* [EXTRACTED INFORMATION]:
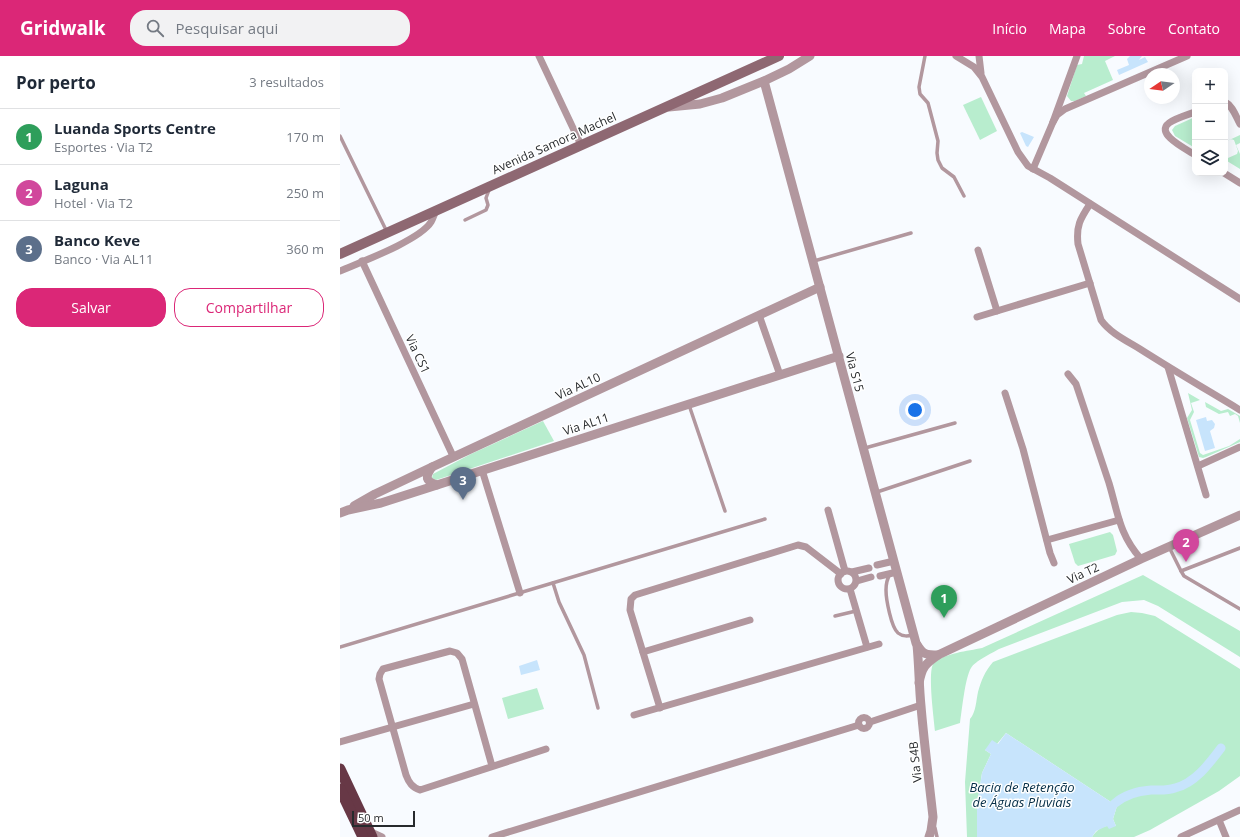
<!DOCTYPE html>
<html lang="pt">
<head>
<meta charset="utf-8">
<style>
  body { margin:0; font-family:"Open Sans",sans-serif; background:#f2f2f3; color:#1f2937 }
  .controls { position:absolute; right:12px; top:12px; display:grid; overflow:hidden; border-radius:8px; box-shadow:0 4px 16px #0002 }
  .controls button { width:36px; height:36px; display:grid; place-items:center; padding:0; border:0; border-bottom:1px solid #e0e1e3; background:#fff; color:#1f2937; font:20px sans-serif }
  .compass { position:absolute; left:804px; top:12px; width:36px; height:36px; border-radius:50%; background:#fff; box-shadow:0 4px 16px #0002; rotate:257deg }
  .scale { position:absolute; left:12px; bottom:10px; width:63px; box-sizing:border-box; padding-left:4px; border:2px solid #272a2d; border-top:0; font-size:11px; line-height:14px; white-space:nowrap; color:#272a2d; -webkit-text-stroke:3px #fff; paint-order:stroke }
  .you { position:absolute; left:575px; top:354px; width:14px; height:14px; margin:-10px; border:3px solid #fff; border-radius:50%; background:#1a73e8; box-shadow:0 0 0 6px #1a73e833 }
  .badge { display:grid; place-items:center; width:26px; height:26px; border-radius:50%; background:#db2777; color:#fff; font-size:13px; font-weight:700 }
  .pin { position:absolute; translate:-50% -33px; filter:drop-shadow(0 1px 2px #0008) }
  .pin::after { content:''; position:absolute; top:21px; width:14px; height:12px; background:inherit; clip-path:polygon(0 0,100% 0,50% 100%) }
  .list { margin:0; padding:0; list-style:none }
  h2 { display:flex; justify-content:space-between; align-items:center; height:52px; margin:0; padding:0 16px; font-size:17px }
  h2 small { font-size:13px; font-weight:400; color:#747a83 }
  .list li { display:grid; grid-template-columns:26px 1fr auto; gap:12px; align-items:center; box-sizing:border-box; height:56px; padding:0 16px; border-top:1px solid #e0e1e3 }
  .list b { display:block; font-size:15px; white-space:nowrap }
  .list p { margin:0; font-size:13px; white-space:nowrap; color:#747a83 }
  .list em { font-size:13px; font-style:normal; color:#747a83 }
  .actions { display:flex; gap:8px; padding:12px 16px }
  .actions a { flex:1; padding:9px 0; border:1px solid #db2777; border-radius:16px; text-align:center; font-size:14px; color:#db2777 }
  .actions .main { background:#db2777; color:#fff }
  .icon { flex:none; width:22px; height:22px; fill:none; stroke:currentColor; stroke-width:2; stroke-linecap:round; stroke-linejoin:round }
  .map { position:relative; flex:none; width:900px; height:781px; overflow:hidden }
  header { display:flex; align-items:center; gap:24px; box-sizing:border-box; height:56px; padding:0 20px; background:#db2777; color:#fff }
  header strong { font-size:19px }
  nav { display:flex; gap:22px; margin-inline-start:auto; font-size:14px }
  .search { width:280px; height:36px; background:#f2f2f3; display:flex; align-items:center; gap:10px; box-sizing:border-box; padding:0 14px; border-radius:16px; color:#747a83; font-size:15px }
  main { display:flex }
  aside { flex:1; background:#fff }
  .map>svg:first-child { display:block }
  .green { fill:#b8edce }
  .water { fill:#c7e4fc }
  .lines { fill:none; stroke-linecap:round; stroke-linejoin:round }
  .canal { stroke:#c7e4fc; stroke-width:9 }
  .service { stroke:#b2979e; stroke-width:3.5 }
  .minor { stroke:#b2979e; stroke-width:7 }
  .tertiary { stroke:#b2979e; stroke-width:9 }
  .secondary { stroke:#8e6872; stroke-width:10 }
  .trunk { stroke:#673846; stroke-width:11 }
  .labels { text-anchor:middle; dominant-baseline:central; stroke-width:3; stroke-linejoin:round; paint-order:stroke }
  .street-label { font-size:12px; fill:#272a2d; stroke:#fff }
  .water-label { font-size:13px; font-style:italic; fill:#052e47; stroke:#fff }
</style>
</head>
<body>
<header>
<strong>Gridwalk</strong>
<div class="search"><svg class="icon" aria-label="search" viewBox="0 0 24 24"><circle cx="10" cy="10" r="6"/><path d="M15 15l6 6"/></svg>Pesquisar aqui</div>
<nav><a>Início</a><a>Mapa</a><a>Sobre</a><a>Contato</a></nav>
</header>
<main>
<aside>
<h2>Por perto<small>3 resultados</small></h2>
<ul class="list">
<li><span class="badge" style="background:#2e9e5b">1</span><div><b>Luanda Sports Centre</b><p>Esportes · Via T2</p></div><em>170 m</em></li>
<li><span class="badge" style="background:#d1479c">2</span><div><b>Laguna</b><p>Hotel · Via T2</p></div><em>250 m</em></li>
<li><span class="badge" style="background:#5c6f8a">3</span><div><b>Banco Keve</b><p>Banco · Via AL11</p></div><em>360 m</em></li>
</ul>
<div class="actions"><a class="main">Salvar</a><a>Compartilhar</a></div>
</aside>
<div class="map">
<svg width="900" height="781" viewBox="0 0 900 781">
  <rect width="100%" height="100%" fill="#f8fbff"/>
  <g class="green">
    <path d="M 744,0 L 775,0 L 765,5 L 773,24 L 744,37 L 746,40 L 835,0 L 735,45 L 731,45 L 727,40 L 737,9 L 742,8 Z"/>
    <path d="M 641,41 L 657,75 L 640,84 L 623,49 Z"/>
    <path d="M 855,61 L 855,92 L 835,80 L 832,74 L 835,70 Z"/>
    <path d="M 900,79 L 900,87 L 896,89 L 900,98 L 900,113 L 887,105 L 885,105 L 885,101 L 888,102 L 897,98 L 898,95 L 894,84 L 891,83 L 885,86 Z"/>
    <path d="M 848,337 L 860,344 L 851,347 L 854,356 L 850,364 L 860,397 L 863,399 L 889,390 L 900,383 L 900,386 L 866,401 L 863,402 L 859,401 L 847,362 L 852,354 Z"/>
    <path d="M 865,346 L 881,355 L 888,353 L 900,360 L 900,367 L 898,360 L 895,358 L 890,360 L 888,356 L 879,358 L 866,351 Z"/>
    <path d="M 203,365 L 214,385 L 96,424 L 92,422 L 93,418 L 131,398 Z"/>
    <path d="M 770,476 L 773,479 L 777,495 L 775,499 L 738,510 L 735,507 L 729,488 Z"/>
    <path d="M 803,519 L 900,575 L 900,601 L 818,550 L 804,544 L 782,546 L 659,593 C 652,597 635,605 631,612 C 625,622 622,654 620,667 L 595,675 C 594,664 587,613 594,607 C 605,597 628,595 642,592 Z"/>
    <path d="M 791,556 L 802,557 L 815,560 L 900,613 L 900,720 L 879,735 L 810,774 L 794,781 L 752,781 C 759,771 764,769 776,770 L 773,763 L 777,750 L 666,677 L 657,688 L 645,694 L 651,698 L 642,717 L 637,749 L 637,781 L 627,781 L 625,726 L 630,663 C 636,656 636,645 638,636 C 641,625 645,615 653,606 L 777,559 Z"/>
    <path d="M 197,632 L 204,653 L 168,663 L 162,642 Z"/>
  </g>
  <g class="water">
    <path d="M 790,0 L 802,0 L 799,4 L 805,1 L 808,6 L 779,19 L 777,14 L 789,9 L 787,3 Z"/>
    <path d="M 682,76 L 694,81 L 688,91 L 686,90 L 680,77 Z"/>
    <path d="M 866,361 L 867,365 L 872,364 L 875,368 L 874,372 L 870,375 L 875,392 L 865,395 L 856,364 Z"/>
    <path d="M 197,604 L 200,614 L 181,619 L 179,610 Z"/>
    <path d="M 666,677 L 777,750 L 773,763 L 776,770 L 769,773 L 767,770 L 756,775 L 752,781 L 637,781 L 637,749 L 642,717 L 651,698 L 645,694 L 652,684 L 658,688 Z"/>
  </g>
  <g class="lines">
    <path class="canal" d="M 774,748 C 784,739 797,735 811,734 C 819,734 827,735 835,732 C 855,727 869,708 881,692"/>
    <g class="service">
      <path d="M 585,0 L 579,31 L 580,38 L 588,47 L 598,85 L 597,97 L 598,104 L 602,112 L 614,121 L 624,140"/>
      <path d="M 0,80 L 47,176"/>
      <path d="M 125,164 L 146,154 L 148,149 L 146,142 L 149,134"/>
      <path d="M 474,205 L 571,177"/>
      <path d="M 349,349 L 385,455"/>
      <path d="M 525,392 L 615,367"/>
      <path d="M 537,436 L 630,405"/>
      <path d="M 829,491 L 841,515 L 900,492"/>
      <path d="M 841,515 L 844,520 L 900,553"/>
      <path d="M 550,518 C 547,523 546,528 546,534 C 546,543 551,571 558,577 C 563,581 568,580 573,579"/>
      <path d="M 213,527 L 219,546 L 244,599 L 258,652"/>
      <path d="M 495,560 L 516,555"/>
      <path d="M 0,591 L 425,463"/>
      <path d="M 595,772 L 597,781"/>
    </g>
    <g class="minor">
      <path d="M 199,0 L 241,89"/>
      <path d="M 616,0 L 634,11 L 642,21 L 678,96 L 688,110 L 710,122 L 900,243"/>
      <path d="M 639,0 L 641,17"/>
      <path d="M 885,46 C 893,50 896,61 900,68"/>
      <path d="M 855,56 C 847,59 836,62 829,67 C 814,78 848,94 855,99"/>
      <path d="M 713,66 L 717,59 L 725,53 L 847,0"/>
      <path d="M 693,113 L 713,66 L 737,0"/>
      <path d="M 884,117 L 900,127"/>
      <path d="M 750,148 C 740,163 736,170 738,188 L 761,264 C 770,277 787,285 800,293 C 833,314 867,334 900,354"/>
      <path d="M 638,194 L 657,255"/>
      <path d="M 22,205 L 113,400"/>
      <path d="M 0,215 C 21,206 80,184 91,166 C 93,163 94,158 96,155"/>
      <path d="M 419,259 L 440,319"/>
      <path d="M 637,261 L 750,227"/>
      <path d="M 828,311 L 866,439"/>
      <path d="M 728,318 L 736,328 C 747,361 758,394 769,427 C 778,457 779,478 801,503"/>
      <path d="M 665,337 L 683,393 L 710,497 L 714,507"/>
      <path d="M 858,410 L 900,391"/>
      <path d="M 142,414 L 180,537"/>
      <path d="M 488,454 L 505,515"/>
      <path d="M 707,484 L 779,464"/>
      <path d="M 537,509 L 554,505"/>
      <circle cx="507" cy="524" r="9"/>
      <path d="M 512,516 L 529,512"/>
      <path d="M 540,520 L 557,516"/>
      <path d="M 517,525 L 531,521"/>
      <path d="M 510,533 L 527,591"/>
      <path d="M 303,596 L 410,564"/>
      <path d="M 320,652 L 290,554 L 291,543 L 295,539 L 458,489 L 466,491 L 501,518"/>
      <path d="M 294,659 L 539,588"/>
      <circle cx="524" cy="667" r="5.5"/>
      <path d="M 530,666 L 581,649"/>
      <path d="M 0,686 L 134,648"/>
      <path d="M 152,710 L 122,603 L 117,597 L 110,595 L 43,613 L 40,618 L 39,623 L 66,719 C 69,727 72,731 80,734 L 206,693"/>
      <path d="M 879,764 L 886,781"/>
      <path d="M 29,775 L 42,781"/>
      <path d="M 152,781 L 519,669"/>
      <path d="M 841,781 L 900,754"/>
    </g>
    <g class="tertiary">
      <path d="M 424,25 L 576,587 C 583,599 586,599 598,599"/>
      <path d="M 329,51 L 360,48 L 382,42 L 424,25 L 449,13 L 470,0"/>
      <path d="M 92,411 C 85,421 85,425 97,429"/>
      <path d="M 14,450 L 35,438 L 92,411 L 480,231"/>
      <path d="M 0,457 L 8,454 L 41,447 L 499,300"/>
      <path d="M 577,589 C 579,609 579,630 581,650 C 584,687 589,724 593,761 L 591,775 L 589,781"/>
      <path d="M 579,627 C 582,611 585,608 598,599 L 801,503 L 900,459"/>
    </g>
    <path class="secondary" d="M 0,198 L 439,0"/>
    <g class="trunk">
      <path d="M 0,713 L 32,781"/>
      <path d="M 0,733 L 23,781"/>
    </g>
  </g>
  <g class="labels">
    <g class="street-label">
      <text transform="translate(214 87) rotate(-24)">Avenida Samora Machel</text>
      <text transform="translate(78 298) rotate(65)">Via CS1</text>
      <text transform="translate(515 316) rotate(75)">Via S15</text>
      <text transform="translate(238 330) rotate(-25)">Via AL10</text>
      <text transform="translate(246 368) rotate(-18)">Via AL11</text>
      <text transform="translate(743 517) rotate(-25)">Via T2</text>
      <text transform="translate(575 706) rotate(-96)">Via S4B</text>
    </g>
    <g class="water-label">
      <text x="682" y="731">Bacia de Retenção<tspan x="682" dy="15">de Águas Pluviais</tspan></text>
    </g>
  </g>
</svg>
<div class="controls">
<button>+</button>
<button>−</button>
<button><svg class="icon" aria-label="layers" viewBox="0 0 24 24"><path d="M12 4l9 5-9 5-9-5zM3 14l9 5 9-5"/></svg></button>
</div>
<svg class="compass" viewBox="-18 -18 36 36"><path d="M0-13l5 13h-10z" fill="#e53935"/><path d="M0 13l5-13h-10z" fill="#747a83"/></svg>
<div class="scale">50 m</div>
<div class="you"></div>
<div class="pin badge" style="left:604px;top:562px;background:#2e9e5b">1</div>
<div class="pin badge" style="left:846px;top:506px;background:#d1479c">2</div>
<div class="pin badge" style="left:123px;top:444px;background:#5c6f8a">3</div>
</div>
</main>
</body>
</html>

* [AIM OF THE TASK]: Lines that include the word "compass" are to be extracted from the data above.

* [SOLUTION]:
  .compass { position:absolute; left:804px; top:12px; width:36px; height:36px; border-radius:50%; background:#fff; box-shadow:0 4px 16px #0002; rotate:257deg }
<svg class="compass" viewBox="-18 -18 36 36"><path d="M0-13l5 13h-10z" fill="#e53935"/><path d="M0 13l5-13h-10z" fill="#747a83"/></svg>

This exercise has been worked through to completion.